REQUIRED ACTION: Everything in the data below except the pictures must be repeated word for word.

INFORMATION SUPPLIED:
═══
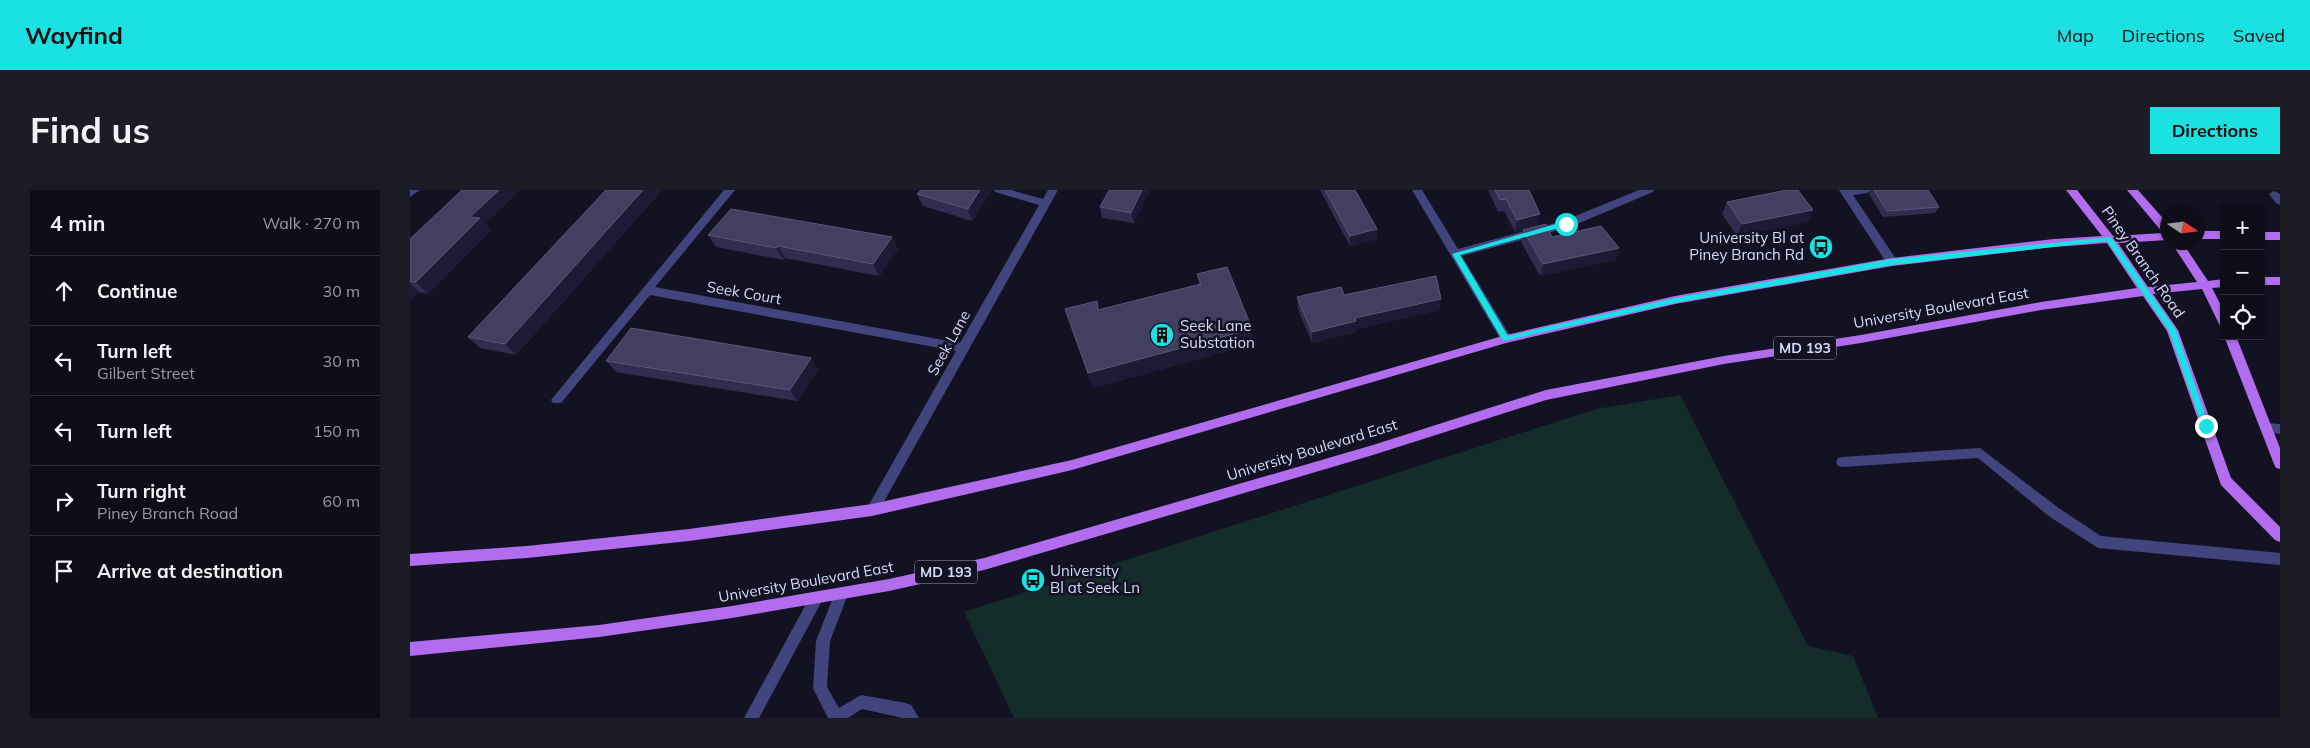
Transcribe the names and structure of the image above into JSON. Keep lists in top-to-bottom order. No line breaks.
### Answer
{"streets":{"main road":["Piney Branch Road","University Boulevard East","MD 193"],"street":["Seek Court","Seek Lane"]},"crossings":[["Piney Branch Road","University Boulevard East"],["Seek Court","Seek Lane"]],"places":{"bus stop":["University Bl at Piney Branch Rd","University Bl at Seek Ln"],"building":["Seek Lane Substation"]},"north":"right","page":{"header":"Wayfind","nav":["Map","Directions","Saved"],"buttons":"Directions","title":"Find us","heading":["4 min","Walk · 270 m"],"map_buttons":["+","−"],"list":[["Continue","30 m"],["Turn left","Gilbert Street","30 m"],["Turn left","150 m"],["Turn right","Piney Branch Road","60 m"],"Arrive at destination"]}}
═══
ANSWER SPACE:
Transcribe the names and structure of the image above into JSON. Keep lists in top-to-bottom order. No line breaks.
### Answer
{"streets":{"main road":["Piney Branch Road","University Boulevard East","MD 193"],"street":["Seek Court","Seek Lane"]},"crossings":[["Piney Branch Road","University Boulevard East"],["Seek Court","Seek Lane"]],"places":{"bus stop":["University Bl at Piney Branch Rd","University Bl at Seek Ln"],"building":["Seek Lane Substation"]},"north":"right","page":{"header":"Wayfind","nav":["Map","Directions","Saved"],"buttons":"Directions","title":"Find us","heading":["4 min","Walk · 270 m"],"map_buttons":["+","−"],"list":[["Continue","30 m"],["Turn left","Gilbert Street","30 m"],["Turn left","150 m"],["Turn right","Piney Branch Road","60 m"],"Arrive at destination"]}}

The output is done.